Location of the stand, which involves where your support facilities are (kitchen), where you can get cheap rent (driveway), where you can get building materials (table, cloth), where you can get advertising (a sign), who is going to paint the sign, where you get the paint, what prices you are going to put on the sign . . .

How do you make the lemonade, who will do the quality control on the lemonade, where do you get the lemons, what do they cost . . .

How many customers can you get, how much will they pay, how much will they consume, what if they want to pay by credit card !

What do you do if it rains, and how do you staff the stand? Do the staff get paid by wages, commission, or profit share?

We can stop there, since that is already some 19 factors. Here’s a clue. You cannot manage a lemonade stand, without a plan. What makes you think that you can manage any business without a plan. There is a name for such businesses where I come from, they are called bankruptcies.

Where’s the Plan

What’s that you say? Of course I have a plan – its all right here, inside my head! OK, fine – what is the relationship between the location of your stand, your overhead facility costs, the cost of your product, the price of your product, your sales volume and projected profit? Sorry, just thought I’d ask.

Truth be told, most businesses do have a plan. It might be on a napkin, it might be in a 300 page document that no one can read, and is filed under doorstop ten minutes after printing. The napkin and the doorstop have something in common – they cannot be tested, and they are of little help in thinking creatively about a business. Further, they do not help you anticipate what might happen in your business tomorrow, next week, or next quarter, let alone next year. There is a name for businesses whose lack of preparedness catches them unaware - where I come from, they are called bankruptcies. Sorry to repeat myself.

This is called the promotion of fear. You frightened yet? You should be!

Plans are Maps

Lets go back to Lao Tzu’s journey. You know there is a good chance you will encounter lions and tigers and bears. Either bring a net, or plan a different road as a detour. Which brings us to the point. You need a map as a guide on your journey so that you can put on it “here be dragons”. Some of them you know about, some you may not. Gather information from other travellers, and add that data to your map – you may just get there in one piece. A business journey has a map – its called a business plan. Now in some quarters, them’s fightin’ words. You get the picture of some demented bean counter hovering over his computer screen with a green eyeshade, furiously typing numbers onto a keyboard.
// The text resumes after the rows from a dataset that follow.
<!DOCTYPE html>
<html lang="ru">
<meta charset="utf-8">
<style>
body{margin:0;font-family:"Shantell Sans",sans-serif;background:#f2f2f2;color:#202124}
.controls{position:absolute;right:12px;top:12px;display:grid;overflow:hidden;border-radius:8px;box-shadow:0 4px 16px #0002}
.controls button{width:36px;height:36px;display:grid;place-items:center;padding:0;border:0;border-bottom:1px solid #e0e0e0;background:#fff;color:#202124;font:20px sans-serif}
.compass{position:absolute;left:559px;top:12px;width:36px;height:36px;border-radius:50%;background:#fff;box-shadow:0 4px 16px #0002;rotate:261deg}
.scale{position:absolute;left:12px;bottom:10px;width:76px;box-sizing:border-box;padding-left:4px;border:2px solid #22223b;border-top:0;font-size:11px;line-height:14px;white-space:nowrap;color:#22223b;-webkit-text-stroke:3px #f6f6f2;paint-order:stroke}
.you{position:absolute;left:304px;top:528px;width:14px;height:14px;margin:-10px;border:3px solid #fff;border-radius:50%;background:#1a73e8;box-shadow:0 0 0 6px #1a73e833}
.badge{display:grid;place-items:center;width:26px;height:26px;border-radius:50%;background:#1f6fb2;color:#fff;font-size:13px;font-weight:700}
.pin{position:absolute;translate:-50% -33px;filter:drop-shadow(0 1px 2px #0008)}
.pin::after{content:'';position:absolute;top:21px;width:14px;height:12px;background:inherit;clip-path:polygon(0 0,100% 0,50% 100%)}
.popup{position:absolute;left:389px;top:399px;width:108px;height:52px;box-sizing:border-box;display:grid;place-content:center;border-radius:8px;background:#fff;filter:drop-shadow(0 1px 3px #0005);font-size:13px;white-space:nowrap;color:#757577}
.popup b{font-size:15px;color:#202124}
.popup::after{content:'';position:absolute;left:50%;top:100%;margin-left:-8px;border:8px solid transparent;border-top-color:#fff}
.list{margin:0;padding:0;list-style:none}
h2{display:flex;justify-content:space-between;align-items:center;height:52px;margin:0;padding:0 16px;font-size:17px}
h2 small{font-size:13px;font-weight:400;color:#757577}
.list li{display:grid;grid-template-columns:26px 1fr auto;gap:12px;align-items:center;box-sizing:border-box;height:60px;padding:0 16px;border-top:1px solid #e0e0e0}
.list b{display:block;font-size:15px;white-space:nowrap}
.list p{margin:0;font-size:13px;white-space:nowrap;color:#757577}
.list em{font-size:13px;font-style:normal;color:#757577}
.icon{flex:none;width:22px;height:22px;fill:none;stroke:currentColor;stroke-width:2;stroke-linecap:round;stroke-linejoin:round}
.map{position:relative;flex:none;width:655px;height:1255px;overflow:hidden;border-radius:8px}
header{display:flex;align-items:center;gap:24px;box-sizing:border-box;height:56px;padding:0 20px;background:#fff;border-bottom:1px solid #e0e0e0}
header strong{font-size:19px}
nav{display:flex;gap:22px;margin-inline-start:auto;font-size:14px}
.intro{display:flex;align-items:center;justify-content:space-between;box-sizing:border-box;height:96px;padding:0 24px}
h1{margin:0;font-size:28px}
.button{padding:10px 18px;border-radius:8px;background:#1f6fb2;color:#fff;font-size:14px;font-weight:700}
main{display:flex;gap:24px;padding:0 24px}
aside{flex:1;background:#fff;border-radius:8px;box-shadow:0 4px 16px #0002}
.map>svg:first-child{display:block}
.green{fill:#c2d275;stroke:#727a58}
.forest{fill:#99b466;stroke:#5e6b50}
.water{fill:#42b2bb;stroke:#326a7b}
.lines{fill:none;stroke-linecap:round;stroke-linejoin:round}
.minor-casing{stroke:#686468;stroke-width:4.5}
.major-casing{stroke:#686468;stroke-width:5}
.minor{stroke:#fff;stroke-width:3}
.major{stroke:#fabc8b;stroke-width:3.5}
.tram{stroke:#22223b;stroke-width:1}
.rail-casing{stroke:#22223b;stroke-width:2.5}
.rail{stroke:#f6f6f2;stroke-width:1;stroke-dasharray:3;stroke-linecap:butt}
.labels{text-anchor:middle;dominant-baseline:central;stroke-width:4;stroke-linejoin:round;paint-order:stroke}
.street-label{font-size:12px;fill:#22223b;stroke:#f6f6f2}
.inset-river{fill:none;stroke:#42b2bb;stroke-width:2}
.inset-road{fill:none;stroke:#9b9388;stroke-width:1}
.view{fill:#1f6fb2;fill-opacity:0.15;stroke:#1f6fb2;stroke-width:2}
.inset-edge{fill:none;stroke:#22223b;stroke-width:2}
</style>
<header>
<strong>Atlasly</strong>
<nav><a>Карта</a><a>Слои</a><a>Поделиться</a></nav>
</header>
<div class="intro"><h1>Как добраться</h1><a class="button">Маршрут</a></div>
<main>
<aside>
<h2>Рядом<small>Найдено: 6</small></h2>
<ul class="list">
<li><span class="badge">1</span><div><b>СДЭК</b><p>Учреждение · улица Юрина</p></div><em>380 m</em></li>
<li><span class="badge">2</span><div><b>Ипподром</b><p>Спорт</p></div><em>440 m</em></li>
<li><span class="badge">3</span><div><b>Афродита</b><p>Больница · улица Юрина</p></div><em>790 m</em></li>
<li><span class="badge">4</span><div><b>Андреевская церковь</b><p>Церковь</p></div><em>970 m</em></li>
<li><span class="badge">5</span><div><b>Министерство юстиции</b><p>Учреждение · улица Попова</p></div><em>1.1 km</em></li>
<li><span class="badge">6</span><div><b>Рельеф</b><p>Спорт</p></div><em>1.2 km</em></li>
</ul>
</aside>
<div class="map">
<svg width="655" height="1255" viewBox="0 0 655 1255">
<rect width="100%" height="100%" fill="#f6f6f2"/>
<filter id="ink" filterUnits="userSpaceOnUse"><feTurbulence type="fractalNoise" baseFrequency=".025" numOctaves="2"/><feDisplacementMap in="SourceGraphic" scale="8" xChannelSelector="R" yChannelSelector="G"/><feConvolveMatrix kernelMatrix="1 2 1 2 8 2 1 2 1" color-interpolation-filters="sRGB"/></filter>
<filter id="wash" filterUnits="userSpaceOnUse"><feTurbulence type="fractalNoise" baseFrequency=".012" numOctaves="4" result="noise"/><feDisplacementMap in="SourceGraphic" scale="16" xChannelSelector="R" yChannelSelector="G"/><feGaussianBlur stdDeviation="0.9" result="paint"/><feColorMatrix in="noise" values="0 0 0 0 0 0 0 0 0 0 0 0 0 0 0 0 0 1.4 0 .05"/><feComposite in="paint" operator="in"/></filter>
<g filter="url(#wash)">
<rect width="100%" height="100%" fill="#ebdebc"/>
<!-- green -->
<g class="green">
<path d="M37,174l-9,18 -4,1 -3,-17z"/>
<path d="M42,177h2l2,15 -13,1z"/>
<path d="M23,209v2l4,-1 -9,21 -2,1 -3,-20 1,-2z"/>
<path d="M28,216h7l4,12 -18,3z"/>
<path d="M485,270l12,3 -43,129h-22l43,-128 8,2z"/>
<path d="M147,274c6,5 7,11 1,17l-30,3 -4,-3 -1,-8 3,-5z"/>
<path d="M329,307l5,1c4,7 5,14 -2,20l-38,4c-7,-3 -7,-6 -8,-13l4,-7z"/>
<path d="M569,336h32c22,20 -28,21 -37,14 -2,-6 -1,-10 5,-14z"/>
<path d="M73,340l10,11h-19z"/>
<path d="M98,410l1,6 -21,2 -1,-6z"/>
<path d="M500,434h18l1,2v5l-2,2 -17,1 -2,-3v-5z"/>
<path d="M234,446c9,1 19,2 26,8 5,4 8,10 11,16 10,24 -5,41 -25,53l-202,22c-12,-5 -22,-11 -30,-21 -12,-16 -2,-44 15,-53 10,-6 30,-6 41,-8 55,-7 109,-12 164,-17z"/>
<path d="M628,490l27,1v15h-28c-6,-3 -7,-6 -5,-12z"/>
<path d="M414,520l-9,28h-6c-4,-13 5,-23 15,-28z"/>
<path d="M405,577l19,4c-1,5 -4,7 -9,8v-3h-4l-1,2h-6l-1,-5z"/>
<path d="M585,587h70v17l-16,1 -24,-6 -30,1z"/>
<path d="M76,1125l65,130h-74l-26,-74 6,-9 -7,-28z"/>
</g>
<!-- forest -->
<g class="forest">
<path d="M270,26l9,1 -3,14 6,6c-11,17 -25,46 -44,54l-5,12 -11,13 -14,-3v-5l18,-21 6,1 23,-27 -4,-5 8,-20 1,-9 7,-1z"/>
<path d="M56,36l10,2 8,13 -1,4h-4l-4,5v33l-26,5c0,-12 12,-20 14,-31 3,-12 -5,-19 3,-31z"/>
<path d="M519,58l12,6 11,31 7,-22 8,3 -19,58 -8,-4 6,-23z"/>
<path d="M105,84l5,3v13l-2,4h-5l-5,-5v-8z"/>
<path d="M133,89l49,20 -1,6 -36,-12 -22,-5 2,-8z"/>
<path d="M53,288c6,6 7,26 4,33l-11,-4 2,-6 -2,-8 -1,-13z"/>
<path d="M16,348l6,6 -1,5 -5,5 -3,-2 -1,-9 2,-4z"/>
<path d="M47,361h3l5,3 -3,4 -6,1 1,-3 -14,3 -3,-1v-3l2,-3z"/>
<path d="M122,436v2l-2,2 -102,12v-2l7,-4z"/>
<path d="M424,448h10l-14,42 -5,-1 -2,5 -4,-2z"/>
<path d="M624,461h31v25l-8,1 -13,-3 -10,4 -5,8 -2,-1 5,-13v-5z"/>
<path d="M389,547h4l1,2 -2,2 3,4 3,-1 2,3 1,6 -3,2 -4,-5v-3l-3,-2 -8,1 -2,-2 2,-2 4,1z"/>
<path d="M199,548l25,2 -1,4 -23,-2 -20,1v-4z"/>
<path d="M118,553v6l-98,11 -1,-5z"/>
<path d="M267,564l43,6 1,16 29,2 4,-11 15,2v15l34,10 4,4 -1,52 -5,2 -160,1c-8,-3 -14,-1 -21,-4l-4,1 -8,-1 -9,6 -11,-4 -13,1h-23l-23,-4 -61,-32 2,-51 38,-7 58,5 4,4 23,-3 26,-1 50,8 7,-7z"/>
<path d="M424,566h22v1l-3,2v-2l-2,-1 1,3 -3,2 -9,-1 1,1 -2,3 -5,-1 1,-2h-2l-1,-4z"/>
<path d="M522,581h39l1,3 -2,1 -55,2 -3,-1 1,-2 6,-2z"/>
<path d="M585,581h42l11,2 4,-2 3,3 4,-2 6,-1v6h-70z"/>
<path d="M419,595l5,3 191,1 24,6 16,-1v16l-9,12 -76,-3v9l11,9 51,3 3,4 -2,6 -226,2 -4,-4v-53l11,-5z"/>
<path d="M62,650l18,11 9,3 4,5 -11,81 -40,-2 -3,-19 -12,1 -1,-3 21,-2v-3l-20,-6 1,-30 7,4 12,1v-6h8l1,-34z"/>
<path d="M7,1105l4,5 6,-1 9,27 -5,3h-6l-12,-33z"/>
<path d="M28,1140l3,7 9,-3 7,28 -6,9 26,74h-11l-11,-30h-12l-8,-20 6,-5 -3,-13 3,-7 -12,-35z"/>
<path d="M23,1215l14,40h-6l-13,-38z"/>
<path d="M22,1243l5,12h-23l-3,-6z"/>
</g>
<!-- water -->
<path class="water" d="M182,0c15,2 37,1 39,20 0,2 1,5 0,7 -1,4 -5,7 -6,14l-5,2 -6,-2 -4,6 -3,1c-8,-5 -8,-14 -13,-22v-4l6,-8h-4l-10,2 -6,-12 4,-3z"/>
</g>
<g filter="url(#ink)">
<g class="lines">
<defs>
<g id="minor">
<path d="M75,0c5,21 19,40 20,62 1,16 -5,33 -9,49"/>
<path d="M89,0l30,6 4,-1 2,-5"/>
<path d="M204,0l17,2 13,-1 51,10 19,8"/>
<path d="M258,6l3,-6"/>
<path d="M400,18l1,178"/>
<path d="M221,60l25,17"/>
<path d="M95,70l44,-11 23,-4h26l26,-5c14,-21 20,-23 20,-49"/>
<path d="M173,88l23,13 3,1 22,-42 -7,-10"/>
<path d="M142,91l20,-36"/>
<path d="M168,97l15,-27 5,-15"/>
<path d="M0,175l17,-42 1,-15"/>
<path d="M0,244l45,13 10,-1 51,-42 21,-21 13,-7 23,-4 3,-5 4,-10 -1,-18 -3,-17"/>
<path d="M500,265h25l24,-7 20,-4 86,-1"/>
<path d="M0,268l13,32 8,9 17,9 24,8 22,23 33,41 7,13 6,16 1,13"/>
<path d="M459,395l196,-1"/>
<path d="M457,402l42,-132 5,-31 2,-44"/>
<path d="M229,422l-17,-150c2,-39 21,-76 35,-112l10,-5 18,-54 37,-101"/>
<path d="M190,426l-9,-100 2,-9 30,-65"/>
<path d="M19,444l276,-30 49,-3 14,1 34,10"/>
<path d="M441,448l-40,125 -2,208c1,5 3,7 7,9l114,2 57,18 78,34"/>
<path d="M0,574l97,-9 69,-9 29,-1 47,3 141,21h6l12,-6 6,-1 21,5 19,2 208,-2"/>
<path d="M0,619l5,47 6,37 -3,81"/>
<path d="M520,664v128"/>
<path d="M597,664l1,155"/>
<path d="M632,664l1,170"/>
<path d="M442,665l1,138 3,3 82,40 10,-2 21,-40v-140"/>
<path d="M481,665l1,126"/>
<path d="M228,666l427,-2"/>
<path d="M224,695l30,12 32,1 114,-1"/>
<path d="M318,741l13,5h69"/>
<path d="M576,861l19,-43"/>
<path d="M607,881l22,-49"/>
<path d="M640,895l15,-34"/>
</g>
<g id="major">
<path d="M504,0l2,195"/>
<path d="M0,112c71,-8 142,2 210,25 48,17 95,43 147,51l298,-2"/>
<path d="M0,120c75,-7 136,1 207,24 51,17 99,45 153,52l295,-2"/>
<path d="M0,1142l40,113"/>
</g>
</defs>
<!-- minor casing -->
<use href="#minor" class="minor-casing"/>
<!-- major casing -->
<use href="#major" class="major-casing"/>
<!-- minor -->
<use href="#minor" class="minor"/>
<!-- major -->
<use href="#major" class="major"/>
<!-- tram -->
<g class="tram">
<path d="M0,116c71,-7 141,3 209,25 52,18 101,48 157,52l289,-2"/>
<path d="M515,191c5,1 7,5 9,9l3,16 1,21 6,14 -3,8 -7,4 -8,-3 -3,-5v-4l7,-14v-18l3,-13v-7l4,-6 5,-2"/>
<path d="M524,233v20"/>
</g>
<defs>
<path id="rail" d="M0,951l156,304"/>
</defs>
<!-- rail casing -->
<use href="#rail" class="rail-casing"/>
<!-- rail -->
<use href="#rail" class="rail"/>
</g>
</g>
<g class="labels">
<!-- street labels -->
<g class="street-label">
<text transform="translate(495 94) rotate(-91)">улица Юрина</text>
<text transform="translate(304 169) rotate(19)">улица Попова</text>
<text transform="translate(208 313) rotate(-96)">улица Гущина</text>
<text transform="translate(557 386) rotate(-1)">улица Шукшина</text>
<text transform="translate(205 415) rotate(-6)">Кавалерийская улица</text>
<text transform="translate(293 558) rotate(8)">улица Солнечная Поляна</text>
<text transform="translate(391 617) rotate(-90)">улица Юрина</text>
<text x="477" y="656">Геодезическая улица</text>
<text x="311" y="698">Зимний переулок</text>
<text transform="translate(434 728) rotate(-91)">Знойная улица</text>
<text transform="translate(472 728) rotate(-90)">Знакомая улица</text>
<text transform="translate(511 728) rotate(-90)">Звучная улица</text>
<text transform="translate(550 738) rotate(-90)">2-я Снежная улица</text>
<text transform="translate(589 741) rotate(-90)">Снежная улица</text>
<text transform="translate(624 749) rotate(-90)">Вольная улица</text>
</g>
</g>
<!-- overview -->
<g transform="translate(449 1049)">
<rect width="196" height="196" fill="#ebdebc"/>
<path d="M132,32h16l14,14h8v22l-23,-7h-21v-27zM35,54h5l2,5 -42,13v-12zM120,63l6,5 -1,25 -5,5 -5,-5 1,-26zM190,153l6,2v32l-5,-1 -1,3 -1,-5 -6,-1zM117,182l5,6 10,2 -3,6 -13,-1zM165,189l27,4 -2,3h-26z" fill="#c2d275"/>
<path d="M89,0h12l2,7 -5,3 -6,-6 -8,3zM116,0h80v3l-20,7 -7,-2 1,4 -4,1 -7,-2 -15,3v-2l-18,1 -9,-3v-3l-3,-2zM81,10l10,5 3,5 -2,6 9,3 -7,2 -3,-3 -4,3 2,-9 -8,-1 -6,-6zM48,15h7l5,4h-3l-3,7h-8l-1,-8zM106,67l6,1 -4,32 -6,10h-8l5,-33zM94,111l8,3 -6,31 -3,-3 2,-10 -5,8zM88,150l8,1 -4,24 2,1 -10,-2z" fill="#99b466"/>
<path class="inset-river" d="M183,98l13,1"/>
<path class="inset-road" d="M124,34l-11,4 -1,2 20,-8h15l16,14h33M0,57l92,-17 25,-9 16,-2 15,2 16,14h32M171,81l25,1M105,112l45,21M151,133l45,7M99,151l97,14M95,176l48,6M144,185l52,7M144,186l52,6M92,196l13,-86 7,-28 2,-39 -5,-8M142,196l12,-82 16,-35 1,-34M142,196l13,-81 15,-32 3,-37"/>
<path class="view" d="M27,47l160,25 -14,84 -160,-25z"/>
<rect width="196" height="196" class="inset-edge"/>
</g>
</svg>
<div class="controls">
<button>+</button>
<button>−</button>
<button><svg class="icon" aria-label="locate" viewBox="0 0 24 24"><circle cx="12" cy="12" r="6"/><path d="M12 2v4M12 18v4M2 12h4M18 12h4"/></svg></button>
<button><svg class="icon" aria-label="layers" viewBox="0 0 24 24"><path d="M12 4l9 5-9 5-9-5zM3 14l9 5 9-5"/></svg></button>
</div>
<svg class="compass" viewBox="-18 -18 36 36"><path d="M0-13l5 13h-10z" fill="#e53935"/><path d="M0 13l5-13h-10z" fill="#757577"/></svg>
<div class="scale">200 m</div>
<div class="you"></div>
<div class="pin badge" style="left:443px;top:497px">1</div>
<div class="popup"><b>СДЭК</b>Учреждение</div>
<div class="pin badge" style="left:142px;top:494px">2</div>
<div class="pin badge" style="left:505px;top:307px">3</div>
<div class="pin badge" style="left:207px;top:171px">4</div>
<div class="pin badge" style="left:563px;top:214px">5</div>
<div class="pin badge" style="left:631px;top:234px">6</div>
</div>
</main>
Betcha he’s drooling and shaking uncontrollably too. Hah! Don’t watch so many bad movies by really bad Hollywood writers (who don’ t like business plans anyway).

This starts a series of posts on business planning. The posts will cover the reasons for planning, methods and techniques for planning, getting some value out of your planning, why you have to do it and not your accountant or a consultant with a M.B.A. We will focus on what planning mode is sensible for an entrepreneur.

Oh and the cliches, I mean quotations? The first is Lao Tzu (604 BC –531 BC), and the second is David Starr Jordan (1851 - 1931). Nothing new under the sun. Think the pyramids were built without a plan? Think again!